Written by Shalini Langer | New Delhi | Published: December 29, 2017 6:22 pm Michael Gracey, a commercial director and visual effects artist, is clearly more confident staging the various dance sequences, and keeps falling back on them.

The Greatest Showman movie star cast: Hugh Jackman, Michelle Williams, Zac Efron, Zendaya, Rebecca Ferguson
The Greatest Showman movie director: Michael Gracey
The Greatest Showman movie rating: 2.5 stars

The biggest charge thrown at P T Barnum, the American showman known for founding the Barnum & Bailey Circus, was that he was a fraud, who sold fraud. What can you call a film about his life — no less than a cheerful musical — that colours all the greys out, that marginalises all the people he exploited, that drowns out all the questions his life raises in song and dance, to give us a man who is a loving husband, a doting father, a dreamer, and, to top all fakes, a believer in giving every person a chance?

But, as Jackman’s Barnum argues in the film, “hyperbole isn’t the worst crime one can commit”. And for all the problems with the film, it isn’t The Greatest Showman’s worst crime either. Where this film, with some talented star wattage, completely flops is in living up to any of its exalted claims. Of showmanship, of storytelling, of being glorious (a word that comes up often), or of even “a million dreams”.

In the most generic sense, a boy born of extreme poverty has a rich girl called Charity sincerely love and marry him (played as the older woman by Williams), has two lovely girls in quick succession, dreams of putting up a show all his life, stumbles upon a museum of curiosities on sale, and then decides to go chasing odd people used to being laughed at to put on display inside. Since the filmmaker perhaps thought Jackman may not draw in the younger audiences, a rich, attractive partner is acquired over the course of a drink, who also agrees for some reason to join his venture (hence enter Efron).
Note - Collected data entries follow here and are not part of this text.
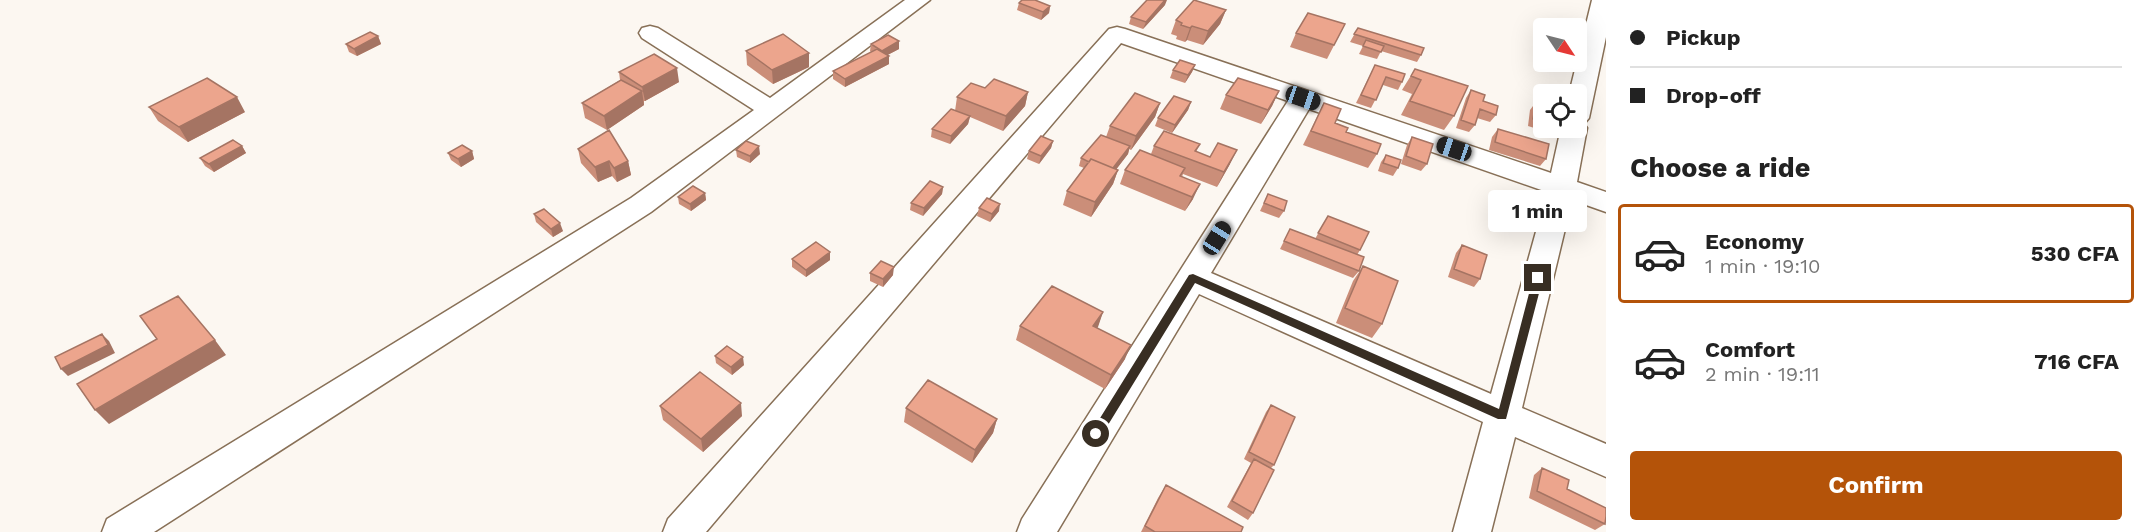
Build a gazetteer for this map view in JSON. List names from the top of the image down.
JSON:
{
  "north": "bottom right",
  "page": {
    "banner": ["Pickup", "Drop-off"],
    "heading": "Choose a ride",
    "bubble": "1 min",
    "list": [
      {
        "name": "Economy",
        "note": "1 min · 19:10",
        "value": "530 CFA"
      },
      {
        "name": "Comfort",
        "note": "2 min · 19:11",
        "value": "716 CFA"
      }
    ],
    "buttons": "Confirm"
  }
}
And since nothing works like an inter-race romance, this richer partner falls for an African-American trapeze artist (the actress-singer Zendaya) in Barnum’s troupe.

The most interesting person by far in the film is Lettie, the woman singer with facial hair in Barnum’s troupe. If not the 22-year-old dwarf who used to hide out in his mother’s home. We also have Siamese twins, a man who is billed as “the fattest man on Earth”, and an assortment of other people quickly dismissed as “freaks”. However, the film has no time for any of them, except propping them up once in a while to form a favourable backdrop for another episode in Barnum’s life. Lettie especially is given the shortest shrift, despite delivering the film’s most passionate and kickass song, This Is Me.

Instead, we spend the longest time on the sappy romance between Barnum and Charity, and much later on his insipid longing for an opera singer (Ferguson) he brings in from Europe to lend his circus a more respectable air.

Even the battle Barnum constantly fought, of being an outcast in high society as circus was only visited by the low-brow, and of taking on critics who viewed him as morally repugnant (one of them played by the as tight-lipped Paul Sparks, of Tom Yates fame from House of Cards), is never explored to any satisfactory end. Gracey, a commercial director and visual effects artist, is clearly more confident staging the various dance sequences, and keeps falling back on them.

These eventually remain the only high notes in the life of a man, who clearly would have known how to stage a better show.